Records from a data collection
"""

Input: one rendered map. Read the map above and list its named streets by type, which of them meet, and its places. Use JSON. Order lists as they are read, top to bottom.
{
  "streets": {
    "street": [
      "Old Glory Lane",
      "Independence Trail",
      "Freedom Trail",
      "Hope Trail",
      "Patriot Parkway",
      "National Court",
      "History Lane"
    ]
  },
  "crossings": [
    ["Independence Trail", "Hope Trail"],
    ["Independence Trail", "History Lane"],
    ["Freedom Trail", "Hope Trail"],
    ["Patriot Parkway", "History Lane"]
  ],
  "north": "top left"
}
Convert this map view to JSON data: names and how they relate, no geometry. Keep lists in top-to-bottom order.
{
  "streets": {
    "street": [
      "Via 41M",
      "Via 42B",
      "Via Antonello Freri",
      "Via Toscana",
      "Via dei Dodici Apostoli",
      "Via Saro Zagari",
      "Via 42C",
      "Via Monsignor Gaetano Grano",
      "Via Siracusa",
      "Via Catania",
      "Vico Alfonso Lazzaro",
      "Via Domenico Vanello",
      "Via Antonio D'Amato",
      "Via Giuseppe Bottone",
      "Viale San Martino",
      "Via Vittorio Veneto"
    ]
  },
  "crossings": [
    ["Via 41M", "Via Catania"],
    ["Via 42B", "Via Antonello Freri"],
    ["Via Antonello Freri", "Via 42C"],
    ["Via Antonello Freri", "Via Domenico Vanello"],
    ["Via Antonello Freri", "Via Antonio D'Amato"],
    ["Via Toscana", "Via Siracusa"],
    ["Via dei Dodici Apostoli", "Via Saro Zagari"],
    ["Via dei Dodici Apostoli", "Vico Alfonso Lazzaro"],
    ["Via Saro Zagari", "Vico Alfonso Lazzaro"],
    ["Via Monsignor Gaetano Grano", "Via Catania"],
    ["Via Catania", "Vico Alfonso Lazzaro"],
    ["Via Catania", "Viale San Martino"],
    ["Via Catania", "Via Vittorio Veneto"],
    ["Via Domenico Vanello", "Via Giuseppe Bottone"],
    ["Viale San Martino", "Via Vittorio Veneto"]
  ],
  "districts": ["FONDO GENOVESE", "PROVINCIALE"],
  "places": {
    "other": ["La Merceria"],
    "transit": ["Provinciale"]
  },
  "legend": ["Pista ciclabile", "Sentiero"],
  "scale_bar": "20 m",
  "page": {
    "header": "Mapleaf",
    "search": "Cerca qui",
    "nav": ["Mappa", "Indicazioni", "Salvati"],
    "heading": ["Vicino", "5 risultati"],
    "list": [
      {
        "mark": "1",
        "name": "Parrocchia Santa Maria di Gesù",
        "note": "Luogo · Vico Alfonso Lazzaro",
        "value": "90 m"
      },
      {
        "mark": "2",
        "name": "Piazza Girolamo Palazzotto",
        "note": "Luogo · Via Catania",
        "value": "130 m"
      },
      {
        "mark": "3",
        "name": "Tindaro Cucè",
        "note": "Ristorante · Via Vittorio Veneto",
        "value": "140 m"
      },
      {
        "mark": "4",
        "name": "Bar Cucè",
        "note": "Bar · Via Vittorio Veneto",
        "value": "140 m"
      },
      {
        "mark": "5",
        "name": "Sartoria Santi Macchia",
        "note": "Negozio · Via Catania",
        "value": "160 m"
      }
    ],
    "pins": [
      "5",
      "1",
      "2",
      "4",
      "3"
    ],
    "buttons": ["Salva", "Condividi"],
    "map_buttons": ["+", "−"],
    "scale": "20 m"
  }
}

"""

» Task
Reproduce the entries exactly, dropping nothing.

» Your response
Input: one rendered map. Read the map above and list its named streets by type, which of them meet, and its places. Use JSON. Order lists as they are read, top to bottom.
{
  "streets": {
    "street": [
      "Old Glory Lane",
      "Independence Trail",
      "Freedom Trail",
      "Hope Trail",
      "Patriot Parkway",
      "National Court",
      "History Lane"
    ]
  },
  "crossings": [
    ["Independence Trail", "Hope Trail"],
    ["Independence Trail", "History Lane"],
    ["Freedom Trail", "Hope Trail"],
    ["Patriot Parkway", "History Lane"]
  ],
  "north": "top left"
}
Convert this map view to JSON data: names and how they relate, no geometry. Keep lists in top-to-bottom order.
{
  "streets": {
    "street": [
      "Via 41M",
      "Via 42B",
      "Via Antonello Freri",
      "Via Toscana",
      "Via dei Dodici Apostoli",
      "Via Saro Zagari",
      "Via 42C",
      "Via Monsignor Gaetano Grano",
      "Via Siracusa",
      "Via Catania",
      "Vico Alfonso Lazzaro",
      "Via Domenico Vanello",
      "Via Antonio D'Amato",
      "Via Giuseppe Bottone",
      "Viale San Martino",
      "Via Vittorio Veneto"
    ]
  },
  "crossings": [
    ["Via 41M", "Via Catania"],
    ["Via 42B", "Via Antonello Freri"],
    ["Via Antonello Freri", "Via 42C"],
    ["Via Antonello Freri", "Via Domenico Vanello"],
    ["Via Antonello Freri", "Via Antonio D'Amato"],
    ["Via Toscana", "Via Siracusa"],
    ["Via dei Dodici Apostoli", "Via Saro Zagari"],
    ["Via dei Dodici Apostoli", "Vico Alfonso Lazzaro"],
    ["Via Saro Zagari", "Vico Alfonso Lazzaro"],
    ["Via Monsignor Gaetano Grano", "Via Catania"],
    ["Via Catania", "Vico Alfonso Lazzaro"],
    ["Via Catania", "Viale San Martino"],
    ["Via Catania", "Via Vittorio Veneto"],
    ["Via Domenico Vanello", "Via Giuseppe Bottone"],
    ["Viale San Martino", "Via Vittorio Veneto"]
  ],
  "districts": ["FONDO GENOVESE", "PROVINCIALE"],
  "places": {
    "other": ["La Merceria"],
    "transit": ["Provinciale"]
  },
  "legend": ["Pista ciclabile", "Sentiero"],
  "scale_bar": "20 m",
  "page": {
    "header": "Mapleaf",
    "search": "Cerca qui",
    "nav": ["Mappa", "Indicazioni", "Salvati"],
    "heading": ["Vicino", "5 risultati"],
    "list": [
      {
        "mark": "1",
        "name": "Parrocchia Santa Maria di Gesù",
        "note": "Luogo · Vico Alfonso Lazzaro",
        "value": "90 m"
      },
      {
        "mark": "2",
        "name": "Piazza Girolamo Palazzotto",
        "note": "Luogo · Via Catania",
        "value": "130 m"
      },
      {
        "mark": "3",
        "name": "Tindaro Cucè",
        "note": "Ristorante · Via Vittorio Veneto",
        "value": "140 m"
      },
      {
        "mark": "4",
        "name": "Bar Cucè",
        "note": "Bar · Via Vittorio Veneto",
        "value": "140 m"
      },
      {
        "mark": "5",
        "name": "Sartoria Santi Macchia",
        "note": "Negozio · Via Catania",
        "value": "160 m"
      }
    ],
    "pins": [
      "5",
      "1",
      "2",
      "4",
      "3"
    ],
    "buttons": ["Salva", "Condividi"],
    "map_buttons": ["+", "−"],
    "scale": "20 m"
  }
}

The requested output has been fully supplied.